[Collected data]
%%

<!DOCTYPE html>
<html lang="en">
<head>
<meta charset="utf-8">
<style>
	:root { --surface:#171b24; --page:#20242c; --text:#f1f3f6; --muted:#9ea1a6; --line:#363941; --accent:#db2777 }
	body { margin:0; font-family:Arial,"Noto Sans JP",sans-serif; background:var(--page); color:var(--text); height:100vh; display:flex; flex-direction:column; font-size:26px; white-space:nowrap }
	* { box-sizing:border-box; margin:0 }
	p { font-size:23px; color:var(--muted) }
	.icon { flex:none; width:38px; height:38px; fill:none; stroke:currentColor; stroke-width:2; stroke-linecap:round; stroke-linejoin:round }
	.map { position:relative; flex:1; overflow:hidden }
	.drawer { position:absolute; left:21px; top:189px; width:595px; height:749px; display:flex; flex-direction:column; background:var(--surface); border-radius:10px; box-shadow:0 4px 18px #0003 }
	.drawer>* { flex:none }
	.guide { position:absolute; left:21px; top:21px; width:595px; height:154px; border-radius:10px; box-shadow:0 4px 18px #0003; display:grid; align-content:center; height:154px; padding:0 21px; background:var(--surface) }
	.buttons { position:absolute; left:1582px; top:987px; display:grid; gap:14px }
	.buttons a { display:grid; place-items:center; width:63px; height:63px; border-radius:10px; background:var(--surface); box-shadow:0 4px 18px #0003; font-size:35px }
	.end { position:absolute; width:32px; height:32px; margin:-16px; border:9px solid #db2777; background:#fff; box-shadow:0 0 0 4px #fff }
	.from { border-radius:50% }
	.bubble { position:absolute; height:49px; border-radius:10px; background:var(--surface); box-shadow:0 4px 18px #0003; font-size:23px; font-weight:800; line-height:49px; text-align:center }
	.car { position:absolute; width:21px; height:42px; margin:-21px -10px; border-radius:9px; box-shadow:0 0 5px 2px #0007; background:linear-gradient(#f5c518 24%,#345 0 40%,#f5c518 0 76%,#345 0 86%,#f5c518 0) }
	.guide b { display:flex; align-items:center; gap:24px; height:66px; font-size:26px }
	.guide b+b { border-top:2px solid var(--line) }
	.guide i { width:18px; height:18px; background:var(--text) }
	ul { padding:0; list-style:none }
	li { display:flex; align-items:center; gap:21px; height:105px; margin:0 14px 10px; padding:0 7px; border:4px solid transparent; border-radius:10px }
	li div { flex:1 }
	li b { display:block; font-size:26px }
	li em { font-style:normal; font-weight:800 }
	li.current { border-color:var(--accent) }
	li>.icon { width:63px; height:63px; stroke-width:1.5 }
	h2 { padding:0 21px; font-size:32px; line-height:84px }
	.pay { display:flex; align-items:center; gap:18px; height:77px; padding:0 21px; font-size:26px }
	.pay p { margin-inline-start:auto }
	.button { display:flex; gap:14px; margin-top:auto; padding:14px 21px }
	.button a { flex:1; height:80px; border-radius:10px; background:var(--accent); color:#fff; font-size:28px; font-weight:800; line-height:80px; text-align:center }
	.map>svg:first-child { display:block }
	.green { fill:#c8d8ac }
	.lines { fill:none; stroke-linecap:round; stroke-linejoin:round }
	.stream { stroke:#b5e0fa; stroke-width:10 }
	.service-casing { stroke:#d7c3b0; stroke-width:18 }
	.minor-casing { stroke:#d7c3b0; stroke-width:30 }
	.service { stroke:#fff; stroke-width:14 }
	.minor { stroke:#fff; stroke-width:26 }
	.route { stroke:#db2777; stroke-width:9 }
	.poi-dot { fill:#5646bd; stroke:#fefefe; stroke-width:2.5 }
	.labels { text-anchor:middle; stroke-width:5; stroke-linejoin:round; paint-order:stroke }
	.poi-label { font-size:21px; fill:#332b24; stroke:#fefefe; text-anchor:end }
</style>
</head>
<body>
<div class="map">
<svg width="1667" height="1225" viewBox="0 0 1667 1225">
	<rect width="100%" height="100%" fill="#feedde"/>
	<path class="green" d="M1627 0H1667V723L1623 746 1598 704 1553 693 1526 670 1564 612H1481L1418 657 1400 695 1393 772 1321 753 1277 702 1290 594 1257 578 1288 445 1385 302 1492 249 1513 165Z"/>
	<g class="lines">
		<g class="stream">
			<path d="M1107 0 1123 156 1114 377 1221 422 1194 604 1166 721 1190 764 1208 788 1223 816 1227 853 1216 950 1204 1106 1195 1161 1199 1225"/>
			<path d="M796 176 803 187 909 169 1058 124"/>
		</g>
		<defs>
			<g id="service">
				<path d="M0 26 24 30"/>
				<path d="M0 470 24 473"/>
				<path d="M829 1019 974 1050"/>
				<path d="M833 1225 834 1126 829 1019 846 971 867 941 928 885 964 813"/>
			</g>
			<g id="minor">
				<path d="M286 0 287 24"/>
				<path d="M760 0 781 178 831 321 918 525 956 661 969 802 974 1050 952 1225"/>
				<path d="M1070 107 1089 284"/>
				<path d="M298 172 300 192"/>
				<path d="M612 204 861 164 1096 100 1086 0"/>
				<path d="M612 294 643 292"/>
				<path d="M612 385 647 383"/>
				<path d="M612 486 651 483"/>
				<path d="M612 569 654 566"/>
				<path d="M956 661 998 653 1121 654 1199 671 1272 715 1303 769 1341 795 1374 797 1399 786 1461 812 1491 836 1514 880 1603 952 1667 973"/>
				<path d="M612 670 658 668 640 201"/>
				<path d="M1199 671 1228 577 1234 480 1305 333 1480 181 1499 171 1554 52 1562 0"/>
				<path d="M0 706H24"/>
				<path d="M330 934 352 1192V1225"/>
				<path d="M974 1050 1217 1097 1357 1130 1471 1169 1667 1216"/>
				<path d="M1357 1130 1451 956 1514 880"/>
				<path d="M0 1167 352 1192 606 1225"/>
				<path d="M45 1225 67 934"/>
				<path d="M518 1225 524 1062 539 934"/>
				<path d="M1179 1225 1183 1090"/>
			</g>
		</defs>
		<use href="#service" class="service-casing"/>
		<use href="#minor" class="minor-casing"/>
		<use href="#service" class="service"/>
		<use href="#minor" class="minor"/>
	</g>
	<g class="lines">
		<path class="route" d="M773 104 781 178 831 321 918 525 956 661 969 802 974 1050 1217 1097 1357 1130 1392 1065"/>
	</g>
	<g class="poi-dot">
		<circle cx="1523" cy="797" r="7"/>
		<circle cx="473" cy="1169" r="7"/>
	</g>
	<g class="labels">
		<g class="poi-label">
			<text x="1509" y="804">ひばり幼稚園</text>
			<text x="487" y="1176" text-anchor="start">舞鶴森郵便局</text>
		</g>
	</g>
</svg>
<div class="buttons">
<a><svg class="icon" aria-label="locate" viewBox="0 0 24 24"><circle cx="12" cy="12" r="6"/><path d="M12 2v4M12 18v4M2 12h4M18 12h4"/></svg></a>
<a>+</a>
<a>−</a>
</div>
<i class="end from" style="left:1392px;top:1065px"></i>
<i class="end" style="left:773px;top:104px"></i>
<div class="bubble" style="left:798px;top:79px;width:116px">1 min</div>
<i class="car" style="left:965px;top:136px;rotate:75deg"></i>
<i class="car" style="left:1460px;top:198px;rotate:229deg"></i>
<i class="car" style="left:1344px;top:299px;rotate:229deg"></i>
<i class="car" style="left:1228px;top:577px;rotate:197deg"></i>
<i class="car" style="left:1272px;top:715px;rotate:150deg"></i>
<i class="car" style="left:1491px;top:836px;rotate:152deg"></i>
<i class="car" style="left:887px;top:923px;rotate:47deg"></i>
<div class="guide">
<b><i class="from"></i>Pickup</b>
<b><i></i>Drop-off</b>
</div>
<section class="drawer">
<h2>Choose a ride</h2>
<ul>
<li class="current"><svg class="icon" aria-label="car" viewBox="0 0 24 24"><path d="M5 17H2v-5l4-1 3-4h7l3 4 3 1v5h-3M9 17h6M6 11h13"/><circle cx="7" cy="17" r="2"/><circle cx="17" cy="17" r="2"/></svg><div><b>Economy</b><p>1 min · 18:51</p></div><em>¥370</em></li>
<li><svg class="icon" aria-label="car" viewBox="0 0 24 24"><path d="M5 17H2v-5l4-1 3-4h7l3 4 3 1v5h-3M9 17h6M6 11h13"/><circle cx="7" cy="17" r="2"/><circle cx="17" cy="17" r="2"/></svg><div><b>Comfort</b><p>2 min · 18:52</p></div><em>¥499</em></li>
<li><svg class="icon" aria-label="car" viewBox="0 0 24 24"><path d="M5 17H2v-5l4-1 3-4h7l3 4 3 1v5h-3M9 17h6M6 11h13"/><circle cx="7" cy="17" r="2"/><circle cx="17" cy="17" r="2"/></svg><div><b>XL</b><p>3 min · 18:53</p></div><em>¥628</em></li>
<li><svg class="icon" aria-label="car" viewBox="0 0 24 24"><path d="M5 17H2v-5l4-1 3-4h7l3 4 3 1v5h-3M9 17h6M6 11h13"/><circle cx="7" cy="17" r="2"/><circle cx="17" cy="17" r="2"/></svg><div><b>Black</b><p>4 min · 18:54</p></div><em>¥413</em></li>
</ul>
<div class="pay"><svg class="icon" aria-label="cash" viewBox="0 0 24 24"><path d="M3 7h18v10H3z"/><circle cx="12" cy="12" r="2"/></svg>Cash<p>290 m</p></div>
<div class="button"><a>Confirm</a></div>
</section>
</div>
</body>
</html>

%%

# [Exercise details]
If a line in the entries includes the word "linecap", copy that line out.

# [Output for this task]
	.icon { flex:none; width:38px; height:38px; fill:none; stroke:currentColor; stroke-width:2; stroke-linecap:round; stroke-linejoin:round }
	.lines { fill:none; stroke-linecap:round; stroke-linejoin:round }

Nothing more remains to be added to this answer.